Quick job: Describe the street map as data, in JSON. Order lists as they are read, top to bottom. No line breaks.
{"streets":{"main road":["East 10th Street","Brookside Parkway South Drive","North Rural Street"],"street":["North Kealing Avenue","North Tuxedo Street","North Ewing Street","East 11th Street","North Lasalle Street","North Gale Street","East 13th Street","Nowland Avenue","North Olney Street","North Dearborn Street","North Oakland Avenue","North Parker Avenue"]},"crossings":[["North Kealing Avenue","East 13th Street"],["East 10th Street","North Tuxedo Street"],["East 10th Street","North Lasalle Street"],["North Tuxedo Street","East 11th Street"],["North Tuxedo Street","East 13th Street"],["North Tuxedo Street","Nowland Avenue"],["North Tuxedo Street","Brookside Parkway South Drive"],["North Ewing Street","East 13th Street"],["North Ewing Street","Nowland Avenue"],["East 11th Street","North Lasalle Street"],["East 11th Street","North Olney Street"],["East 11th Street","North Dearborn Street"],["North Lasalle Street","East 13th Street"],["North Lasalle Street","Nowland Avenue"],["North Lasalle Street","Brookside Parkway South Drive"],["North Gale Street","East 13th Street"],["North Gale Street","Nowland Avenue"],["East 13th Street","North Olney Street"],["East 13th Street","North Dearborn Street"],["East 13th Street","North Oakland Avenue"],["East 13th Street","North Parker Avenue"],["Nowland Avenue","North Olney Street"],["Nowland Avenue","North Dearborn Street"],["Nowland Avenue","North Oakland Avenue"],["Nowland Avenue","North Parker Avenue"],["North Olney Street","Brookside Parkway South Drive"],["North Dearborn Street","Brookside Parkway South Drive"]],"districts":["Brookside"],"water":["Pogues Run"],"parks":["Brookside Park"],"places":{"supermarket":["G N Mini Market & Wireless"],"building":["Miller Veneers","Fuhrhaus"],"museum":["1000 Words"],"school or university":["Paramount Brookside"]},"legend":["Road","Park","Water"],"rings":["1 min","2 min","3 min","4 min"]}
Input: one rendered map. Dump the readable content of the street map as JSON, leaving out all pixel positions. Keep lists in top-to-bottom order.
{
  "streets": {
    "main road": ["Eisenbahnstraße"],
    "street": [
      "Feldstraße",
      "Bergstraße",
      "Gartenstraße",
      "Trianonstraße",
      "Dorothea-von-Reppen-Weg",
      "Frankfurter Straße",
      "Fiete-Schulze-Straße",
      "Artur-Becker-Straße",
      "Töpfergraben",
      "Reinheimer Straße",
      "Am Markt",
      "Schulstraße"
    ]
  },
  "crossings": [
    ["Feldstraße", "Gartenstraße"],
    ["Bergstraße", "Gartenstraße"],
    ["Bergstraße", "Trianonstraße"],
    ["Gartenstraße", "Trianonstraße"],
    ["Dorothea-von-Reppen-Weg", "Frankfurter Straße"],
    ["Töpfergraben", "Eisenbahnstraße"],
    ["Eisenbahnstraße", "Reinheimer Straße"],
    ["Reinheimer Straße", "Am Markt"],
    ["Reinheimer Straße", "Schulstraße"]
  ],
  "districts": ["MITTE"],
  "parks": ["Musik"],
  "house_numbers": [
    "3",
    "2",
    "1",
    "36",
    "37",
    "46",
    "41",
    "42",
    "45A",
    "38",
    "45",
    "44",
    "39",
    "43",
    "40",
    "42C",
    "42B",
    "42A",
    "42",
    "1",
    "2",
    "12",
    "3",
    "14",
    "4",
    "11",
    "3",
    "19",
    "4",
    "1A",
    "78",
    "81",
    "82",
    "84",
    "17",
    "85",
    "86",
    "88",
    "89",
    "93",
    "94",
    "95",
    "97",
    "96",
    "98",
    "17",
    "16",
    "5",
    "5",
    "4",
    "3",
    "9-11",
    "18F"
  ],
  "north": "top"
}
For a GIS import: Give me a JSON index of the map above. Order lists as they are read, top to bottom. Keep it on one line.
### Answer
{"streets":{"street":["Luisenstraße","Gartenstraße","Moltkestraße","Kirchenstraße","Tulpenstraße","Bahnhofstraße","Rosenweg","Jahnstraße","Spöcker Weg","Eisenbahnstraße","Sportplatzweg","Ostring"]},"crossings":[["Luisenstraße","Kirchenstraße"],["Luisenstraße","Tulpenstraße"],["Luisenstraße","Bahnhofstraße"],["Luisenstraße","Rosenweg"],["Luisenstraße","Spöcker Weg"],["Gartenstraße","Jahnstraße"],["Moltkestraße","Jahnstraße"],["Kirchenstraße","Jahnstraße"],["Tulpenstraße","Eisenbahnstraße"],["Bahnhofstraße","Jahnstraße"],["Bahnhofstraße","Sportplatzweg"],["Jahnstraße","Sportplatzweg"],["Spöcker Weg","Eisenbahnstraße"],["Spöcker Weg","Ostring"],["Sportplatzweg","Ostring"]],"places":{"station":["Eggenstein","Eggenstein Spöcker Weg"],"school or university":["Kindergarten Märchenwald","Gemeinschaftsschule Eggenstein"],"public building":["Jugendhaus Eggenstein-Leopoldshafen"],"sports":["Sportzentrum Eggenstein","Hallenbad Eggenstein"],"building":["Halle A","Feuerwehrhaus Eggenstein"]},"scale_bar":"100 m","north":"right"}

Goal of the exercise:
Please print the records above exactly, leaving nothing out.

Written response:
Quick job: Describe the street map as data, in JSON. Order lists as they are read, top to bottom. No line breaks.
{"streets":{"main road":["East 10th Street","Brookside Parkway South Drive","North Rural Street"],"street":["North Kealing Avenue","North Tuxedo Street","North Ewing Street","East 11th Street","North Lasalle Street","North Gale Street","East 13th Street","Nowland Avenue","North Olney Street","North Dearborn Street","North Oakland Avenue","North Parker Avenue"]},"crossings":[["North Kealing Avenue","East 13th Street"],["East 10th Street","North Tuxedo Street"],["East 10th Street","North Lasalle Street"],["North Tuxedo Street","East 11th Street"],["North Tuxedo Street","East 13th Street"],["North Tuxedo Street","Nowland Avenue"],["North Tuxedo Street","Brookside Parkway South Drive"],["North Ewing Street","East 13th Street"],["North Ewing Street","Nowland Avenue"],["East 11th Street","North Lasalle Street"],["East 11th Street","North Olney Street"],["East 11th Street","North Dearborn Street"],["North Lasalle Street","East 13th Street"],["North Lasalle Street","Nowland Avenue"],["North Lasalle Street","Brookside Parkway South Drive"],["North Gale Street","East 13th Street"],["North Gale Street","Nowland Avenue"],["East 13th Street","North Olney Street"],["East 13th Street","North Dearborn Street"],["East 13th Street","North Oakland Avenue"],["East 13th Street","North Parker Avenue"],["Nowland Avenue","North Olney Street"],["Nowland Avenue","North Dearborn Street"],["Nowland Avenue","North Oakland Avenue"],["Nowland Avenue","North Parker Avenue"],["North Olney Street","Brookside Parkway South Drive"],["North Dearborn Street","Brookside Parkway South Drive"]],"districts":["Brookside"],"water":["Pogues Run"],"parks":["Brookside Park"],"places":{"supermarket":["G N Mini Market & Wireless"],"building":["Miller Veneers","Fuhrhaus"],"museum":["1000 Words"],"school or university":["Paramount Brookside"]},"legend":["Road","Park","Water"],"rings":["1 min","2 min","3 min","4 min"]}
Input: one rendered map. Dump the readable content of the street map as JSON, leaving out all pixel positions. Keep lists in top-to-bottom order.
{
  "streets": {
    "main road": ["Eisenbahnstraße"],
    "street": [
      "Feldstraße",
      "Bergstraße",
      "Gartenstraße",
      "Trianonstraße",
      "Dorothea-von-Reppen-Weg",
      "Frankfurter Straße",
      "Fiete-Schulze-Straße",
      "Artur-Becker-Straße",
      "Töpfergraben",
      "Reinheimer Straße",
      "Am Markt",
      "Schulstraße"
    ]
  },
  "crossings": [
    ["Feldstraße", "Gartenstraße"],
    ["Bergstraße", "Gartenstraße"],
    ["Bergstraße", "Trianonstraße"],
    ["Gartenstraße", "Trianonstraße"],
    ["Dorothea-von-Reppen-Weg", "Frankfurter Straße"],
    ["Töpfergraben", "Eisenbahnstraße"],
    ["Eisenbahnstraße", "Reinheimer Straße"],
    ["Reinheimer Straße", "Am Markt"],
    ["Reinheimer Straße", "Schulstraße"]
  ],
  "districts": ["MITTE"],
  "parks": ["Musik"],
  "house_numbers": [
    "3",
    "2",
    "1",
    "36",
    "37",
    "46",
    "41",
    "42",
    "45A",
    "38",
    "45",
    "44",
    "39",
    "43",
    "40",
    "42C",
    "42B",
    "42A",
    "42",
    "1",
    "2",
    "12",
    "3",
    "14",
    "4",
    "11",
    "3",
    "19",
    "4",
    "1A",
    "78",
    "81",
    "82",
    "84",
    "17",
    "85",
    "86",
    "88",
    "89",
    "93",
    "94",
    "95",
    "97",
    "96",
    "98",
    "17",
    "16",
    "5",
    "5",
    "4",
    "3",
    "9-11",
    "18F"
  ],
  "north": "top"
}
For a GIS import: Give me a JSON index of the map above. Order lists as they are read, top to bottom. Keep it on one line.
### Answer
{"streets":{"street":["Luisenstraße","Gartenstraße","Moltkestraße","Kirchenstraße","Tulpenstraße","Bahnhofstraße","Rosenweg","Jahnstraße","Spöcker Weg","Eisenbahnstraße","Sportplatzweg","Ostring"]},"crossings":[["Luisenstraße","Kirchenstraße"],["Luisenstraße","Tulpenstraße"],["Luisenstraße","Bahnhofstraße"],["Luisenstraße","Rosenweg"],["Luisenstraße","Spöcker Weg"],["Gartenstraße","Jahnstraße"],["Moltkestraße","Jahnstraße"],["Kirchenstraße","Jahnstraße"],["Tulpenstraße","Eisenbahnstraße"],["Bahnhofstraße","Jahnstraße"],["Bahnhofstraße","Sportplatzweg"],["Jahnstraße","Sportplatzweg"],["Spöcker Weg","Eisenbahnstraße"],["Spöcker Weg","Ostring"],["Sportplatzweg","Ostring"]],"places":{"station":["Eggenstein","Eggenstein Spöcker Weg"],"school or university":["Kindergarten Märchenwald","Gemeinschaftsschule Eggenstein"],"public building":["Jugendhaus Eggenstein-Leopoldshafen"],"sports":["Sportzentrum Eggenstein","Hallenbad Eggenstein"],"building":["Halle A","Feuerwehrhaus Eggenstein"]},"scale_bar":"100 m","north":"right"}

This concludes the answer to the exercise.